关键词:微波干燥;苹果脆片;生产工艺;车间设计

 

Abstract:The experiment researched the processing technic of apple chips, It used fresh apple as raw material, by slicing, protecting color, leashing of sugar, pre-drying, microwave drying and a series of operation process to make apple chips.The optimum parameters were obtained by investigating the relationship between effect of the time of color protection, leaching of sugar, preparation drying time and microwave drying speed.

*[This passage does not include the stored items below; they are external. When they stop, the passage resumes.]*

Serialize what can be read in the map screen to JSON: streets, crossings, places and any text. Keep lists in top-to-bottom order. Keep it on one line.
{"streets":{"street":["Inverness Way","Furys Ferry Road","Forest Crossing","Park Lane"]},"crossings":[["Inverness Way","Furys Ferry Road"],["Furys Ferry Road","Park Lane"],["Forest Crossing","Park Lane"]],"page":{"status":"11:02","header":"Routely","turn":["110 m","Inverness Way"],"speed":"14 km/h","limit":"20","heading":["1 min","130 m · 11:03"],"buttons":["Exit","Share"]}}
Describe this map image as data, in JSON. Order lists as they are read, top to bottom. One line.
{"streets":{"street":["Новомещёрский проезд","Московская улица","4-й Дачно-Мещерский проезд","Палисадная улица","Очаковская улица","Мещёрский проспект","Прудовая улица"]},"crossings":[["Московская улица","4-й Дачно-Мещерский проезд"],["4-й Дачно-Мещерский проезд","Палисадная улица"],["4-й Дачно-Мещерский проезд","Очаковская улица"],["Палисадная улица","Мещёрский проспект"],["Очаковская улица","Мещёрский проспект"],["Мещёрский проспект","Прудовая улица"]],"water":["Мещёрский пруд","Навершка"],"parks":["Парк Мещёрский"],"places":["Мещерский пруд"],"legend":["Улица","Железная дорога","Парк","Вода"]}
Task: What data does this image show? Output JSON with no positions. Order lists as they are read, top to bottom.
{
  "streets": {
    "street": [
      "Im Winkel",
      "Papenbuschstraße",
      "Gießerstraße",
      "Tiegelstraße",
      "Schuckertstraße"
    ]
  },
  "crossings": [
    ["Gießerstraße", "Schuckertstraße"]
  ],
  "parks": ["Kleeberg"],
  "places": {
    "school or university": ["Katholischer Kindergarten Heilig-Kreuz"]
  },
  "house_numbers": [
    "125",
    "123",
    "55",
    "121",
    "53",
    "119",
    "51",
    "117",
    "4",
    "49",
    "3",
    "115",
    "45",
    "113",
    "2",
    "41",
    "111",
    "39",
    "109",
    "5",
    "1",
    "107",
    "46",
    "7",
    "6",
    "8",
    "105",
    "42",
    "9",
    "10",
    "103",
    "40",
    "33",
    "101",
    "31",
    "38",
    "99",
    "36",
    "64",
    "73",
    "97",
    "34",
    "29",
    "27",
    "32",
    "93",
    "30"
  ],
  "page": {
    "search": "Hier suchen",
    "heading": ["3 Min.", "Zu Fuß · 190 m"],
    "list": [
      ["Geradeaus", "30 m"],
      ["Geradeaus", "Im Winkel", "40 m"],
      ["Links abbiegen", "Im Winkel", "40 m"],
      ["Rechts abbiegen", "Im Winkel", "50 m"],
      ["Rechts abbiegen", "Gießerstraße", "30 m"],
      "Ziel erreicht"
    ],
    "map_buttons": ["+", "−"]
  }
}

Using the single factor test and orthogonaltest analysis showed that the best quality of apple chips was when the time of color protection was half an hour, leaching of sugar was 20%, the pre-drying time at 60 degrees Celsius was 3.0 special ops and the microwave drying speed was 4 meters per minute. Under the optimum condition, the experiment determined the related nutrition of apple chips. Using acid hydrolysis method for the determination of sucrose content was 12.1765g/100g, 2,6-two chlorphenol indophenol method for the determination of the content of Vc was 1.87mg/100g, the direct drying method for the determination of water content was 4.98%, texture method for determination of the hardness was 0.896N. Fruit and vegetable chips is domestic emerging nutritional snack, more and more favored by the vast number of consumers. It completed the workshop design for apple chips.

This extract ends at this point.